Conversations on gender

Gender is such a malleable concept.  And it can be difficult for people who are entrenched in the general understanding of gender to understand the variances.

I spoke with  my friend Sarah Dopp here some months ago, but I’m not sure I mentioned her website Genderfork, which explores androgyny and gender variance through artistic photography.

I was recently teaching a sex ed class for middle schoolers, and one of the boys was looking at two pictures of an effeminate man from the book Naked New York by Greg Friedler.  In the first picture the man is fully clothed, and the second one he is fully naked.  The boy was grappling with gender and sexual orientation, and confused by the difference between the two.

He said something along these lines: “I can see from this first picture that he is a transsexual, but then I’m confused by this second picture.  He’s clearly gay from the waist up, but then straight from the waist down.  Can you explain this to me?”

Happily, the explanation was much easier to explain than the boy’s erratic guess. (The pictured man was somewhat androgynous, and that we could make no guesses or assumptions about his sexual orientation.)

I have just started a session of my class for parents, and one of the topics that the parents said they wanted to be sure and cover was the difference between transgender and transsexual and how those two topics relate to the gay-straight continuum.

So I’ve been thinking about gender here and there over the past several months.

Then I ran across an article in the New York Times published today called Albanian Custom Fades –  Woman as Family Man.  In extremely patriarchal Albania, if the patriarch of the family died with no male heirs, a virgin woman in the family could take a vow of virginity, give up marriage, sex, and children, and become culturally a man.  Wow!

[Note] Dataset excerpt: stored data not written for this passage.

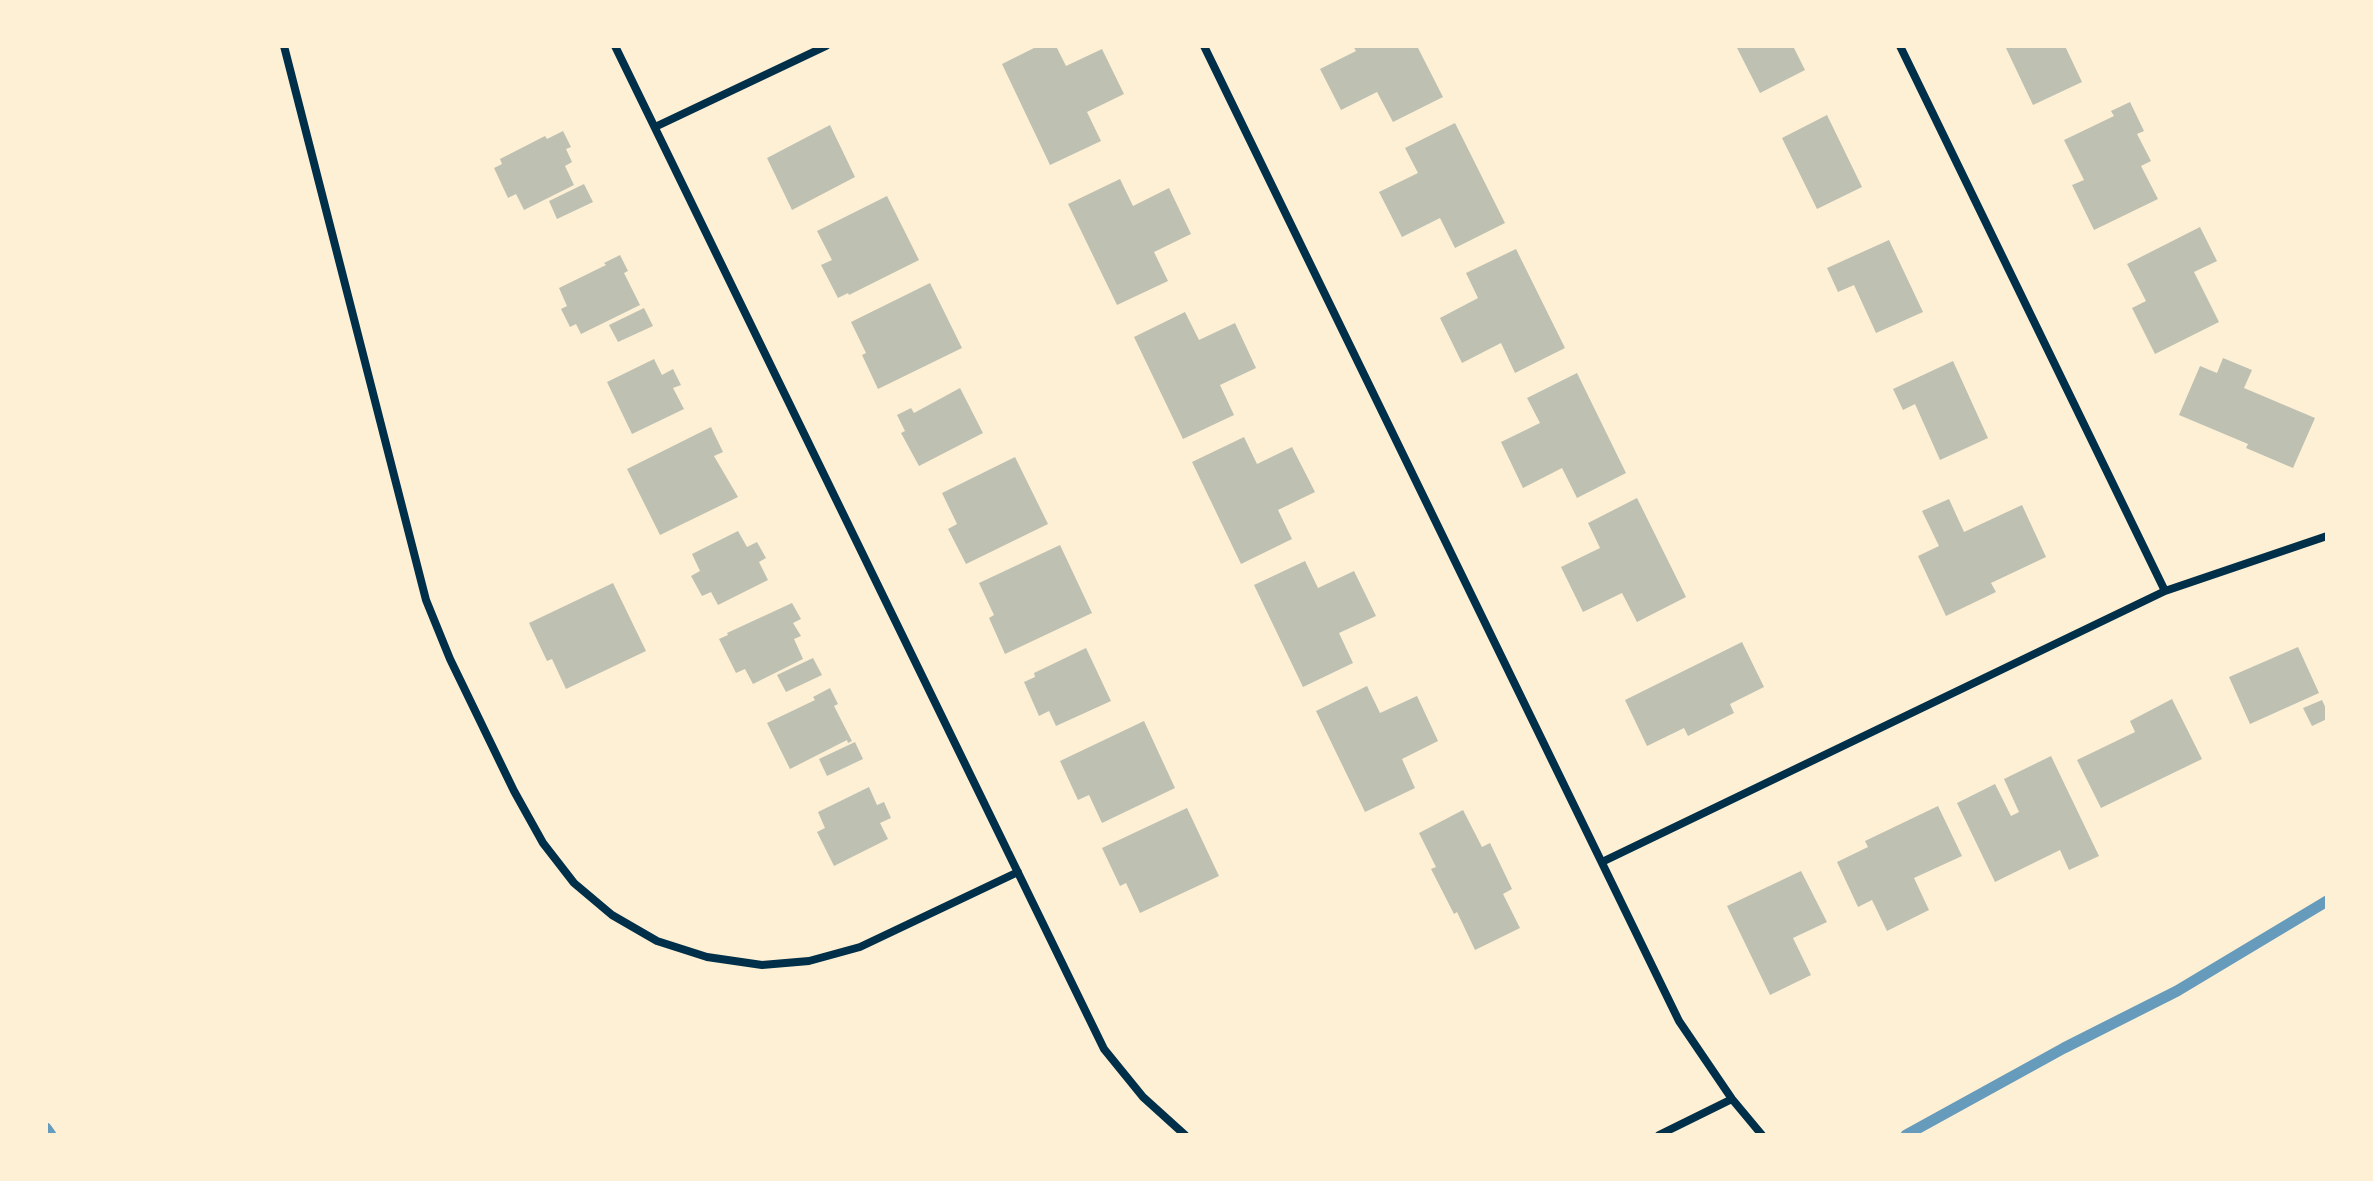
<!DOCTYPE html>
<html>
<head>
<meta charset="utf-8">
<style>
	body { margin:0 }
	#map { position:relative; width:2373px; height:1181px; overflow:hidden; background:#fdf0d5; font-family:Karla,sans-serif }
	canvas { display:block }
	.frame { position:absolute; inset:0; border:48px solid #fdf0d5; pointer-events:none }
</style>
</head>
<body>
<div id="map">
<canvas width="2373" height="1181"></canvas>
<div class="frame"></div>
</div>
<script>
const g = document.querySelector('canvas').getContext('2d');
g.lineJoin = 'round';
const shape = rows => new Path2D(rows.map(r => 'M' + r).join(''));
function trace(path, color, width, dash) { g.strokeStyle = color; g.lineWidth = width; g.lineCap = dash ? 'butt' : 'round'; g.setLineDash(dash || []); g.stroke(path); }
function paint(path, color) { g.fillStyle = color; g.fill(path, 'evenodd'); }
const stream = shape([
	[46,1128,51,1135],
	[1906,1135,2064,1048,2177,991,2327,901]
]);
const building = shape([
	[1038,46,1056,46,1066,66,1102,49,1124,94,1087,112,1101,141,1050,165,1002,64],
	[1353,46,1417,46,1443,97,1393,122,1377,92,1341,110,1320,69,1356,51],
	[1736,46,1793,46,1805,70,1760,93],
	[2005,46,2065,46,2082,82,2033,105],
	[2130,102,2144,131,2137,134,2151,161,2141,166,2158,199,2094,230,2072,185,2084,180,2064,140,2114,116,2111,111],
	[1827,115,1862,187,1817,209,1782,138],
	[1455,123,1505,223,1455,248,1440,218,1402,237,1379,192,1418,173,1405,148],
	[830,125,855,177,792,210,767,158],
	[563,131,571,147,566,149,572,162,565,166,574,185,524,210,516,194,508,198,494,168,502,164,500,159,545,136,547,139],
	[1120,179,1133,206,1169,188,1191,234,1154,252,1168,281,1117,305,1068,204],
	[584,184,593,202,557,219,549,201],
	[887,196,919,260,849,295,848,293,838,298,821,265,832,260,817,231],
	[2200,227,2217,261,2194,272,2219,322,2155,354,2132,308,2146,301,2127,264],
	[1889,240,1923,312,1876,333,1854,285,1838,292,1827,268],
	[1516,249,1565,348,1515,373,1501,343,1462,363,1440,318,1478,298,1466,273],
	[620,255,628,271,624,273,640,305,581,334,576,324,570,327,561,309,567,306,559,288,606,265,604,263],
	[930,283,962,348,878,389,862,355,866,353,851,322],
	[644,308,653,326,618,342,609,325],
	[1185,312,1199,340,1235,323,1256,368,1220,385,1234,415,1183,439,1134,337],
	[2223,358,2252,370,2244,388,2315,418,2293,468,2246,448,2248,444,2179,415,2200,366,2217,373],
	[654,359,662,375,673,369,681,385,673,388,684,409,632,434,607,382],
	[1953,361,1988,438,1940,460,1915,404,1903,410,1893,389],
	[1577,373,1626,473,1577,498,1562,468,1523,488,1501,442,1540,423,1527,398],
	[960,388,983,433,919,466,901,433,905,431,897,415,911,408,914,413],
	[711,427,723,452,714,456,738,497,660,535,627,469],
	[1244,437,1257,464,1292,447,1315,492,1278,510,1292,539,1241,564,1192,462],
	[1015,457,1048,524,966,564,948,529,957,524,942,493],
	[1637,498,1686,597,1637,622,1622,593,1583,612,1561,567,1600,548,1588,523],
	[1949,499,1964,532,2022,505,2046,557,1991,583,1996,592,1946,616,1918,556,1939,546,1922,511],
	[738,531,747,547,757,542,766,558,759,562,768,580,718,605,711,592,702,596,691,576,700,571,692,554],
	[1060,545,1092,613,1005,654,989,618,994,615,979,583],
	[1305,561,1318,588,1354,571,1376,616,1339,633,1353,663,1303,687,1254,585],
	[613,583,646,651,566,689,552,659,547,661,529,623],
	[792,603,801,619,793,623,801,636,794,639,803,659,753,684,745,669,736,673,719,639,728,635,727,633],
	[1742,642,1764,687,1730,704,1734,713,1688,736,1684,728,1647,746,1625,700],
	[2298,647,2319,693,2250,724,2229,677],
	[1086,648,1111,701,1056,726,1049,711,1039,716,1024,682,1035,677,1034,673],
	[813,658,822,675,786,692,777,675],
	[1367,686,1380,713,1417,696,1438,741,1402,759,1415,788,1365,812,1316,711],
	[830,688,838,704,834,706,852,741,848,743,847,740,790,769,767,723,815,700,813,697],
	[2172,699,2202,759,2101,808,2077,760,2135,732,2130,721],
	[2322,700,2327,711,2327,719,2312,726,2303,708],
	[1144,721,1175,788,1102,823,1089,795,1078,800,1060,761],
	[855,742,863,759,827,776,819,759],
	[2051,756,2099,856,2069,870,2060,850,1995,882,1957,803,1995,784,2011,816,2019,812,2004,779],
	[869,787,877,805,884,802,891,818,880,823,888,839,834,866,817,832,825,828,818,812],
	[1938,806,1962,856,1914,878,1929,910,1887,931,1872,900,1858,907,1837,862,1868,847,1865,841],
	[1187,808,1219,876,1140,913,1126,883,1120,886,1102,848],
	[1463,810,1482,847,1490,843,1512,889,1503,894,1520,928,1475,950,1457,912,1454,914,1431,869,1436,867,1419,833],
	[1801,871,1827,922,1793,938,1811,975,1770,995,1727,906]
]);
const minor = shape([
	[284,46,426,600,450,659,514,791,543,843,574,883,612,915,657,941,707,957,762,965,809,961,860,947,1018,872],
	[615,46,1104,1049,1143,1097,1185,1135],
	[1204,46,1679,1021,1732,1099,1762,1135],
	[1900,46,2165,591],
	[655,127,826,46],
	[1602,862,2165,591,2327,536],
	[1659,1135,1732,1099]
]);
trace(stream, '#669bbc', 11);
paint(building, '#bec0b2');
trace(minor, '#003049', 8);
</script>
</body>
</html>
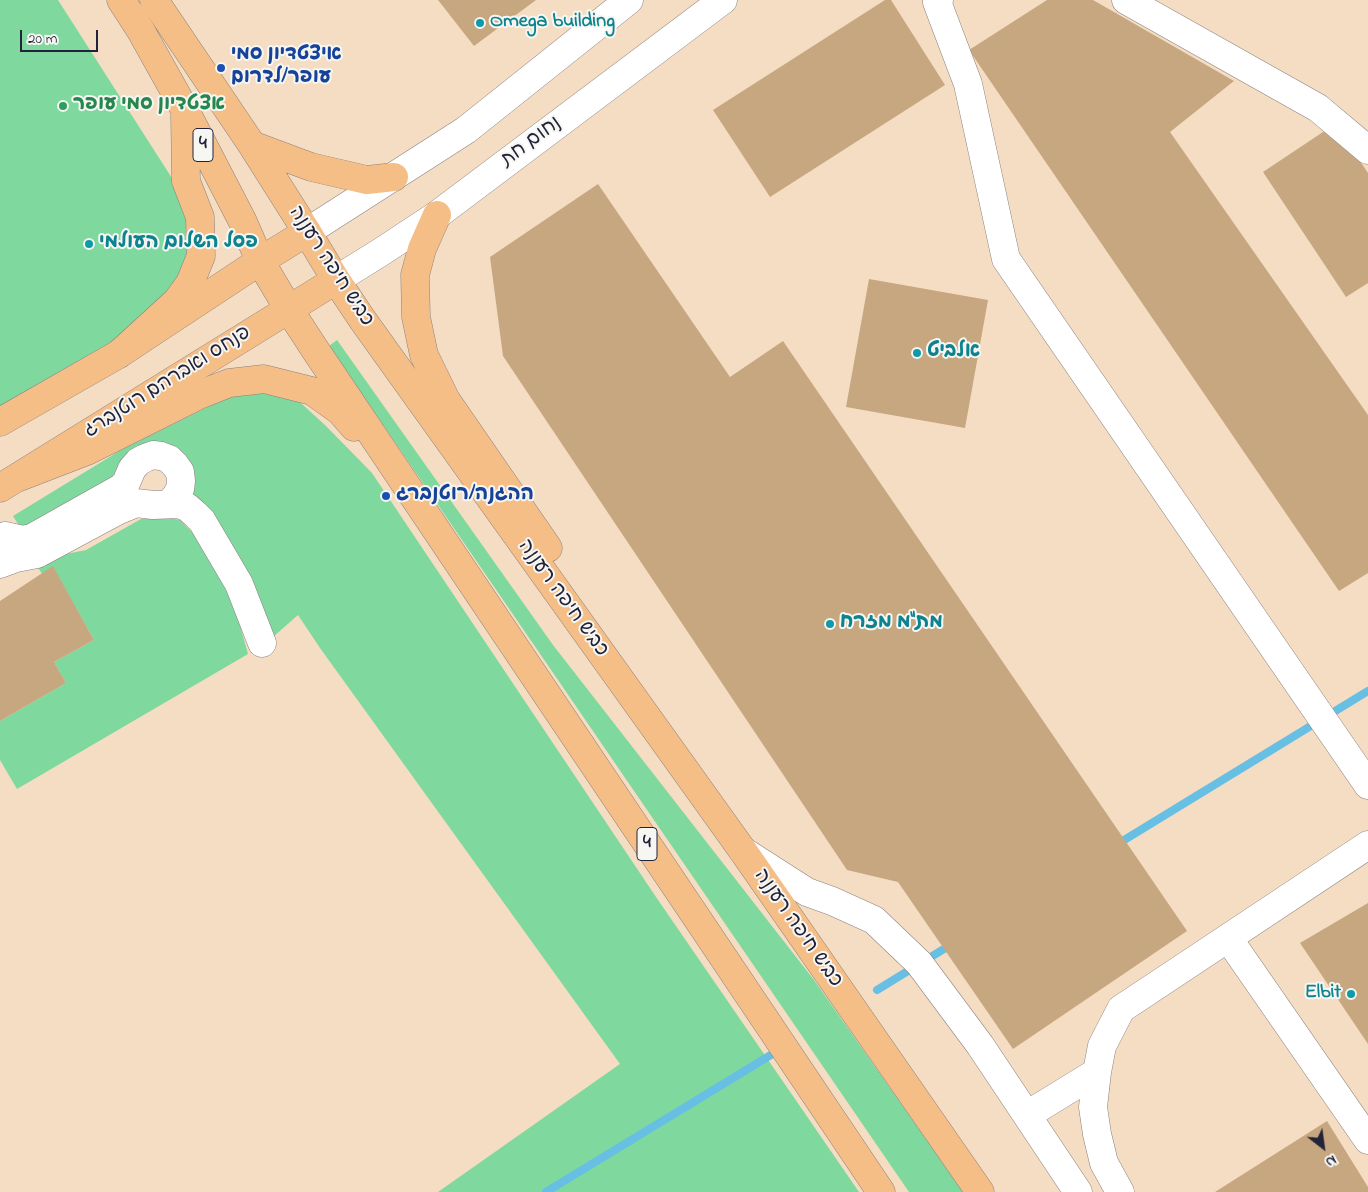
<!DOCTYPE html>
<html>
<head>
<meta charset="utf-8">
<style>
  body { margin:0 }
  #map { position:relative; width:1368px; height:1192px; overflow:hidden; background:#f4ddc3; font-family:"Indie Flower",sans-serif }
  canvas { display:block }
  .north { position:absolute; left:1298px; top:1122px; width:50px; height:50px; -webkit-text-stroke:4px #f6f6f2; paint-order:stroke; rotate:150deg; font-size:14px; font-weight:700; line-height:20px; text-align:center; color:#22223b }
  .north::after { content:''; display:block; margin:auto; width:18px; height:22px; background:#22223b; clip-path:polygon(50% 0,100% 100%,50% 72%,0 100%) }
  .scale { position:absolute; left:20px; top:30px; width:78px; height:22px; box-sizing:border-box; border:2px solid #22223b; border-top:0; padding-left:6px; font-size:15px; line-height:18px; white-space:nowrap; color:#22223b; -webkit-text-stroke:4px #f6f6f2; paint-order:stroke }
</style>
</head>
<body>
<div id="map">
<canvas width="1368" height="1192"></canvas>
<div class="north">N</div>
<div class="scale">20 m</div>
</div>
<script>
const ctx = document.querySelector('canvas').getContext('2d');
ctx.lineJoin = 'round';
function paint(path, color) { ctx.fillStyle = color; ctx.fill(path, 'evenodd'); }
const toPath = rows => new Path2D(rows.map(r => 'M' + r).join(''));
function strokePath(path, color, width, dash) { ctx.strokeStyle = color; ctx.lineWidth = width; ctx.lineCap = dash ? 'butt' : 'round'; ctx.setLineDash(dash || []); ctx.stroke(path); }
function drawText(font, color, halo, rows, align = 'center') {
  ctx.font = font + ' "Indie Flower","Playpen Sans Hebrew",sans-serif'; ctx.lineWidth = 4; ctx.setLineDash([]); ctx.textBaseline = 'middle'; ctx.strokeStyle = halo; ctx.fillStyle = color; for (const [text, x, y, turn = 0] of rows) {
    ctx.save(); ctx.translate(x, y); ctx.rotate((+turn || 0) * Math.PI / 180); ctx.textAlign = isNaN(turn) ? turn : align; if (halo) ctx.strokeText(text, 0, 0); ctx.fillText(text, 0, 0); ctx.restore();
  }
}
paint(toPath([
  [0,0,58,0,193,211,198,235,175,300,0,417],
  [337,340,553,645,814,980,963,1192,909,1192,329,346],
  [236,393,290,393,326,426,372,473,656,897,859,1192,438,1192,620,1064,320,648,298,615,273,637,208,511,137,449,125,455,118,475,28,529,18,524,13,516,121,450],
  [168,518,180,520,193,533,217,572,233,605,239,622,248,654,17,789,0,760,0,721,66,683,54,662,94,640,53,567,42,574,37,566,51,557,86,550,141,519]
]), '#7fd89d');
strokePath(toPath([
  [1116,845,1368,691],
  [877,990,952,944],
  [546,1192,779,1050]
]), '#67bfe4', 8);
paint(toPath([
  [438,0,536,0,474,46],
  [885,0,891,0,945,85,770,197,713,110],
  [1047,0,1093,0,1234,81,1170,132,1368,415,1368,573,1339,591,969,50],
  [1335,124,1368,173,1368,283,1346,297,1263,172],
  [598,184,730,377,783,341,1187,931,1013,1049,898,882,847,870,503,356,490,257],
  [869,279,988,300,965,428,846,407],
  [53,566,94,640,54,662,66,683,0,721,0,601],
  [1368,903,1368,1044,1300,943],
  [1327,1121,1368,1187,1368,1192,1215,1192]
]), '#c7a77f');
const minor = toPath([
  [939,0,937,2,968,84,1006,259,1368,785],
  [1126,0,1318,108,1368,150],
  [307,232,466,130,629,0],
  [336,280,381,252,437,215,723,0],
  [5,536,23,540,32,538,121,488,126,483,132,469,138,462,145,458,153,455,161,456,169,459,175,465,180,472,181,481,180,489,176,496,169,504],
  [0,564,16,558,37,554,119,510,136,503,153,505,178,504,187,507,195,514,202,521,239,584,262,643],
  [743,851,807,892,832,901,874,920,919,963,980,1045,1078,1192],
  [1228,938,1368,1140],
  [1027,1115,1097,1072],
  [1120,1192,1104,1163,1097,1134,1093,1107,1097,1072,1102,1046,1121,1009,1368,845]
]);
const major = toPath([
  [0,422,119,354,260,261,307,232],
  [0,488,336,280]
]);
const highway = toPath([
  [121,0,141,31,185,110,243,222,260,261,288,308,314,348,881,1192],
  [154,0,252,145,307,232,336,280,362,319,743,851,980,1192],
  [252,145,311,167,367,180,394,177],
  [437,215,422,249,415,275,416,317,424,355,446,400,548,548],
  [119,354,177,301,190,283,201,256,200,217,186,181,185,116],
  [17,478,87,451,199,395,229,383,264,379,312,391,340,411,354,427]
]);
strokePath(minor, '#8b807f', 29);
strokePath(major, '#8b807f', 29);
strokePath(highway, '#8b807f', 29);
strokePath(minor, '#fff', 28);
strokePath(major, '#f5be86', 28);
strokePath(highway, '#f5be86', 28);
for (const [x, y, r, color] of [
  [480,23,5,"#0f9aa8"],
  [221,68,5,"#1a4fb4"],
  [63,106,5,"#2e9e5b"],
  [89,244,5,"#0f9aa8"],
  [917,353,5,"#0f9aa8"],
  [386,496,5,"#1a4fb4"],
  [830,624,5,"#0f9aa8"],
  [1351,994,5,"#0f9aa8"]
]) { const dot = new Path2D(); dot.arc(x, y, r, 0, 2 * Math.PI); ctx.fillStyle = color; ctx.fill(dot); strokePath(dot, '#f6f6f2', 2); }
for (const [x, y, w] of [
  [203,145,20],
  [647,844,20]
]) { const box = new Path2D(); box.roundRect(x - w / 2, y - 16.5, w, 33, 4); ctx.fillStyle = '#f6f6f2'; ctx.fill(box); strokePath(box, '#22223b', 1); }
drawText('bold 19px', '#22223b', null, [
  ["4",203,145],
  ["4",647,844]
]);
drawText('bold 20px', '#0d838f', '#f6f6f2', [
  ["Omega building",490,23],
  ["פסל השלום העולמי",99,244],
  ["אלביט",927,353],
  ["מת\"מ מזרח",840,624],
  ["Elbit",1341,994,"right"]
], 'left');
drawText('bold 20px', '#164399', '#f6f6f2', [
  ["איצטדיון סמי",231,56],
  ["עופר/לדרום",231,79],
  ["ההגנה/רוטנברג",396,496]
], 'left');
drawText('bold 20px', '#27864d', '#f6f6f2', [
  ["אצטדיון סמי עופר",73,106]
], 'left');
drawText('20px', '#22223b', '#f6f6f2', [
  ["נחום חת",532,143,-37],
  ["כביש חיפה רעננה",330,267,57],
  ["פנחס ואברהם רוטנברג",168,383,-32],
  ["כביש חיפה רעננה",562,599,54],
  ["כביש חיפה רעננה",797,929,55]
]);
</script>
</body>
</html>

However, as women have gained rights in Albania, it is no longer problematic for a household to be without a patriarch, and so the custom has died out.  The women quoted in the article seemed basically happy with their lives as men, which they had both sworn to around age 20.  They felt they had more options, more freedom when they were young women living as men, and they had more respect now that they are old women living as men.  One woman said she might not have made the choice she did if women had had more options when she was young.

The article is sure to state that this tradition had nothing to do with being a lesbian.   But I wonder what it has to do with gender.  How much of young, virgin, Albanian women changing genders was based in need of the family, and how much was based in gender identity?  In any event, the Times article is highly interesting and has some great pictures.  It is well worth a read.

(Oh, and we’ll be talking about gender and homosexuality in the third parent class, by the way.)

About Karen Rayne

Dr. Karen Rayne has been supporting parents and families since 2007 when she received her PhD in Educational Psychology. A specialist in child wellbeing, Dr. Rayne has spent much of her career supporting parents, teachers, and other adults who care for children and teenagers.

1 Comment

  1. Thanks for the link to the article about the sworn virgins of Albania. This is fascinating and a great example of how culture plays such an enormous role in our concept of gender. The fact that these women, simply by swearing to remain virgins, were completely accepted into the world of men is extraordinary. I had heard of “gender bending” practices among native peoples, but not in Europe.